Exercise description. Beneath this task are records; print exactly the stretch of them from the line with "Extract the structured" through the line with "Map reading. Describe", both ends included.

(Stored data)
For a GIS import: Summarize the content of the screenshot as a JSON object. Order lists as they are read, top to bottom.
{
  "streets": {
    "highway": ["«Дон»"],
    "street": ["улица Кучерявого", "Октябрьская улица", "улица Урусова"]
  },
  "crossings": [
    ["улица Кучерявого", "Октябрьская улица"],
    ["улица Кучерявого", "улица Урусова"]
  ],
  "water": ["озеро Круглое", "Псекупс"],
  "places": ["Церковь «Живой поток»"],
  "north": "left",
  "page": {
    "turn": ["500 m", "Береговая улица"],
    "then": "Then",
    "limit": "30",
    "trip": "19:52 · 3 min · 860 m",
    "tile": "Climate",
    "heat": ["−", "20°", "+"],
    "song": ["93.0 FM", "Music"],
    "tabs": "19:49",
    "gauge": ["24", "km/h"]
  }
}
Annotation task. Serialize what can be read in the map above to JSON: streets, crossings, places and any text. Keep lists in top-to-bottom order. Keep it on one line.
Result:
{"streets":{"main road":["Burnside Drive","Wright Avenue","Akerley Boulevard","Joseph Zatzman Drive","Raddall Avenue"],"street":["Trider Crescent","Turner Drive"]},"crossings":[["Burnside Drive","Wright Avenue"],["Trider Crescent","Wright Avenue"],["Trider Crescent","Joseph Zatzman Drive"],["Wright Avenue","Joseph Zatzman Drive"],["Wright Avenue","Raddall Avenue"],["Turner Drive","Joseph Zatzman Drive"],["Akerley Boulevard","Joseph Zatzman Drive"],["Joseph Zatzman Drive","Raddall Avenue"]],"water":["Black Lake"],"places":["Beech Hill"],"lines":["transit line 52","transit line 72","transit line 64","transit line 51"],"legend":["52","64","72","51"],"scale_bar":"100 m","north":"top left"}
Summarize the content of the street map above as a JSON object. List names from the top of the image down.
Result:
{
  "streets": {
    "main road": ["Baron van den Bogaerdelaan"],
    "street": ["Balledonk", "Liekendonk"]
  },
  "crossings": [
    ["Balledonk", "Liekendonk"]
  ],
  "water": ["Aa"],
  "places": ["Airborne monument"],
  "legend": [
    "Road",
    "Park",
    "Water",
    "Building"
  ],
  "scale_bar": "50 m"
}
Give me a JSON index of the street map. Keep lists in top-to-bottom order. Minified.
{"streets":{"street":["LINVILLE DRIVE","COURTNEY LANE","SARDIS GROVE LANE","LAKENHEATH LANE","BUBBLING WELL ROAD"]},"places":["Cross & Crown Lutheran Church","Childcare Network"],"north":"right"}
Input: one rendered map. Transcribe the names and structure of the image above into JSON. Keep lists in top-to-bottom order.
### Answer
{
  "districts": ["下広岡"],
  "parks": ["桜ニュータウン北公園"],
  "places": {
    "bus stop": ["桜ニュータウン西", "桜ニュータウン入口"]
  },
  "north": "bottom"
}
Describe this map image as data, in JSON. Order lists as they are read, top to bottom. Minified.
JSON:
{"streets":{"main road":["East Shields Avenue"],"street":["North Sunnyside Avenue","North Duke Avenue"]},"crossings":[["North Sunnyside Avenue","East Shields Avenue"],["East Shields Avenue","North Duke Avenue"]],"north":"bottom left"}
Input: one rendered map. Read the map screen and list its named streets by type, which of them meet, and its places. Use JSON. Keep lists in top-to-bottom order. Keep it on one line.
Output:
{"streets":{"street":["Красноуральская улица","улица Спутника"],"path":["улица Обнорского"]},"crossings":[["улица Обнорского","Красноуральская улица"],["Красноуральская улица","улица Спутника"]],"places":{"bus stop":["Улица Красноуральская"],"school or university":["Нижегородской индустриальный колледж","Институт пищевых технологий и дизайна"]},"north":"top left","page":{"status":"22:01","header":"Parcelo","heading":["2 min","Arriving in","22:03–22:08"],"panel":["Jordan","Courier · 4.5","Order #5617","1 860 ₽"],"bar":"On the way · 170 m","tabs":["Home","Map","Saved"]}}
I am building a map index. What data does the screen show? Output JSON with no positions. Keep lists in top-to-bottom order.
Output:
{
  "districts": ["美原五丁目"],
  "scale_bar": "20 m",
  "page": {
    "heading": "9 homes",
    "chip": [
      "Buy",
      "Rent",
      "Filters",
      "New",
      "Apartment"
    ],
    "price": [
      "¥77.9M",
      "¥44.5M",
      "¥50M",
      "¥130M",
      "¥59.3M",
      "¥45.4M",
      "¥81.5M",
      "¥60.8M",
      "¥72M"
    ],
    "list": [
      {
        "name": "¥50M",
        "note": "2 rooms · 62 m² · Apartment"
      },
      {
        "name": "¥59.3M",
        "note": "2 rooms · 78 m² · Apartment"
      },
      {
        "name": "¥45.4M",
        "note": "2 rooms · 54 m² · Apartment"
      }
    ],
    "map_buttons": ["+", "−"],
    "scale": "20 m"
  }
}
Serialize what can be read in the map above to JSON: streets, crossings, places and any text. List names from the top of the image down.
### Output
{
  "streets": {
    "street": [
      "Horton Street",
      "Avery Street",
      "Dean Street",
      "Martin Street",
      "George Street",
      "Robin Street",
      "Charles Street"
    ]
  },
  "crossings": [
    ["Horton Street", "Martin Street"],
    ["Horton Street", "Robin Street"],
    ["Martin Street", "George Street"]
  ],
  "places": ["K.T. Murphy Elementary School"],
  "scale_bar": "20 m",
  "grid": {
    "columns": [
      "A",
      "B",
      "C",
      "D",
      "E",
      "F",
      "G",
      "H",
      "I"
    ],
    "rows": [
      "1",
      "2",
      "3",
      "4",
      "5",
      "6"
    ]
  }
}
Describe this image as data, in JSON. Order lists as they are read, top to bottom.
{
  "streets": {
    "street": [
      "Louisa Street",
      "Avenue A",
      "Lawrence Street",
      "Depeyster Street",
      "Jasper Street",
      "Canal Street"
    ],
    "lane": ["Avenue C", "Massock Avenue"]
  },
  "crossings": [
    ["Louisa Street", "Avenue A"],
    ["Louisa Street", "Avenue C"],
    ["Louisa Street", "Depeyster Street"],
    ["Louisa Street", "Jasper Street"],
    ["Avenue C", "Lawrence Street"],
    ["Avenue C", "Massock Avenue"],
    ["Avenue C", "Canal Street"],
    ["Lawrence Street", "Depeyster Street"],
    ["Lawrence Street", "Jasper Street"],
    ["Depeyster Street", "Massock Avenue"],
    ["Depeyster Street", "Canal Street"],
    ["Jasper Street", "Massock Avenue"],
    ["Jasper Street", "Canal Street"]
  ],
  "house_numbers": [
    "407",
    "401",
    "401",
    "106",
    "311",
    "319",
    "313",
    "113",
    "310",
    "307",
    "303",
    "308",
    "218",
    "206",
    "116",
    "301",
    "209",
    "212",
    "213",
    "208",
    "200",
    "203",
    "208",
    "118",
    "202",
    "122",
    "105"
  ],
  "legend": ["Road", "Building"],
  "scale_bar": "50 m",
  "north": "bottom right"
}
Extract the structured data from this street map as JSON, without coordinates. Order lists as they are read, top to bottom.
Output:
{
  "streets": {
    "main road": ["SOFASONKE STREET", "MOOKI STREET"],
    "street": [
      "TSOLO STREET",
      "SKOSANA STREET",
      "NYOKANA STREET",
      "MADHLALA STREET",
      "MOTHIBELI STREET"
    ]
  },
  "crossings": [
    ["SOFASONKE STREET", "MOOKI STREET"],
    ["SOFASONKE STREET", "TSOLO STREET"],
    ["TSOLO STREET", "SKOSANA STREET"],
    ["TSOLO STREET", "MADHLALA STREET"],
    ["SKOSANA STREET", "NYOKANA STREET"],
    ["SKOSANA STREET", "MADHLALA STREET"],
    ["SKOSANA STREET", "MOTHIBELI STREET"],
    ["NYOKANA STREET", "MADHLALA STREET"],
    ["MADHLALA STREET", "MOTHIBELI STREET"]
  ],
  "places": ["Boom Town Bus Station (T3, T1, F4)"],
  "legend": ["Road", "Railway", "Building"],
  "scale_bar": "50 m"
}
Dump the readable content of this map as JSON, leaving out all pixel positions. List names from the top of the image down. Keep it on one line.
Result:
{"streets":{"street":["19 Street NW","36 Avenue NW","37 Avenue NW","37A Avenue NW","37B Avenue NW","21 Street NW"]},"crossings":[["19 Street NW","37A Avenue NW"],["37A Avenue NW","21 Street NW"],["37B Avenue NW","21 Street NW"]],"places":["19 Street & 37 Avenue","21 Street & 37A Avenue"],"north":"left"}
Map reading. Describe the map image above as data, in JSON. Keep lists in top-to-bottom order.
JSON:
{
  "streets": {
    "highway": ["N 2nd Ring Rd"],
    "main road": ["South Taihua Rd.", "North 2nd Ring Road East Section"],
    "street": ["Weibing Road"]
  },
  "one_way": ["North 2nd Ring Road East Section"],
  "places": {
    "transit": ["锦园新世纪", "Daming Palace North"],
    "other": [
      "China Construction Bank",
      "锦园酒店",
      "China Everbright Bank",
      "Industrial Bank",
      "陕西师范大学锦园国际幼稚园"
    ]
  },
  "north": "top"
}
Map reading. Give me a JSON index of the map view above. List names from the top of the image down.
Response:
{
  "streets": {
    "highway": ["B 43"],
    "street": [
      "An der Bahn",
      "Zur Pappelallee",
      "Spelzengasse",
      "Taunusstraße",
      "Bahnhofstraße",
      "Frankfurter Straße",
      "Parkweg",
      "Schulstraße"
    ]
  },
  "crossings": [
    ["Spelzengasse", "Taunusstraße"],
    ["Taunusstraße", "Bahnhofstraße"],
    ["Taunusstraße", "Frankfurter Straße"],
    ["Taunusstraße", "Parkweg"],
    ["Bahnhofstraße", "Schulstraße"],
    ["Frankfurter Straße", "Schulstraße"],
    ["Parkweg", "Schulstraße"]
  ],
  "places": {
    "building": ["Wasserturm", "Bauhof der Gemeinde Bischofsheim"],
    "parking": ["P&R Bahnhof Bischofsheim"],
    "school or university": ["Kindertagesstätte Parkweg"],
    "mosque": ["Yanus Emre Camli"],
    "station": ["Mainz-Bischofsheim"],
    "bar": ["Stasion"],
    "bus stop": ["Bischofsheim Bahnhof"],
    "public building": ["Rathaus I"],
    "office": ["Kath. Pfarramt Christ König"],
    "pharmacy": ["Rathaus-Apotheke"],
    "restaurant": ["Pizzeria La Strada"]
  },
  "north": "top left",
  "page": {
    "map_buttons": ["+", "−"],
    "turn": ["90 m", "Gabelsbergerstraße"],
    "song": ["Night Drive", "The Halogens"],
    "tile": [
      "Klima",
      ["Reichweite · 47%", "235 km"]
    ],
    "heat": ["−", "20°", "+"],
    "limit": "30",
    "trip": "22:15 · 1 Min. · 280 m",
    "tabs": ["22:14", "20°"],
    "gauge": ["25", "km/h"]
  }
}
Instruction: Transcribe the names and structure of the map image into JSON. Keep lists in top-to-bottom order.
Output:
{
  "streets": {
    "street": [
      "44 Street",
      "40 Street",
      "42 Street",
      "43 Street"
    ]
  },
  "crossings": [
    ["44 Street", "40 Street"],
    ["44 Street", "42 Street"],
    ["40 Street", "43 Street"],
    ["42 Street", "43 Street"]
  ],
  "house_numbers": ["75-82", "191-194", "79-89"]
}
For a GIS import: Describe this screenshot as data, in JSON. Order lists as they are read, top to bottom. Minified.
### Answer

Written answer.
Extract the structured data from this street map as JSON, without coordinates. Order lists as they are read, top to bottom.
Output:
{
  "streets": {
    "main road": ["SOFASONKE STREET", "MOOKI STREET"],
    "street": [
      "TSOLO STREET",
      "SKOSANA STREET",
      "NYOKANA STREET",
      "MADHLALA STREET",
      "MOTHIBELI STREET"
    ]
  },
  "crossings": [
    ["SOFASONKE STREET", "MOOKI STREET"],
    ["SOFASONKE STREET", "TSOLO STREET"],
    ["TSOLO STREET", "SKOSANA STREET"],
    ["TSOLO STREET", "MADHLALA STREET"],
    ["SKOSANA STREET", "NYOKANA STREET"],
    ["SKOSANA STREET", "MADHLALA STREET"],
    ["SKOSANA STREET", "MOTHIBELI STREET"],
    ["NYOKANA STREET", "MADHLALA STREET"],
    ["MADHLALA STREET", "MOTHIBELI STREET"]
  ],
  "places": ["Boom Town Bus Station (T3, T1, F4)"],
  "legend": ["Road", "Railway", "Building"],
  "scale_bar": "50 m"
}
Dump the readable content of this map as JSON, leaving out all pixel positions. List names from the top of the image down. Keep it on one line.
Result:
{"streets":{"street":["19 Street NW","36 Avenue NW","37 Avenue NW","37A Avenue NW","37B Avenue NW","21 Street NW"]},"crossings":[["19 Street NW","37A Avenue NW"],["37A Avenue NW","21 Street NW"],["37B Avenue NW","21 Street NW"]],"places":["19 Street & 37 Avenue","21 Street & 37A Avenue"],"north":"left"}
Map reading. Describe the map image above as data, in JSON. Keep lists in top-to-bottom order.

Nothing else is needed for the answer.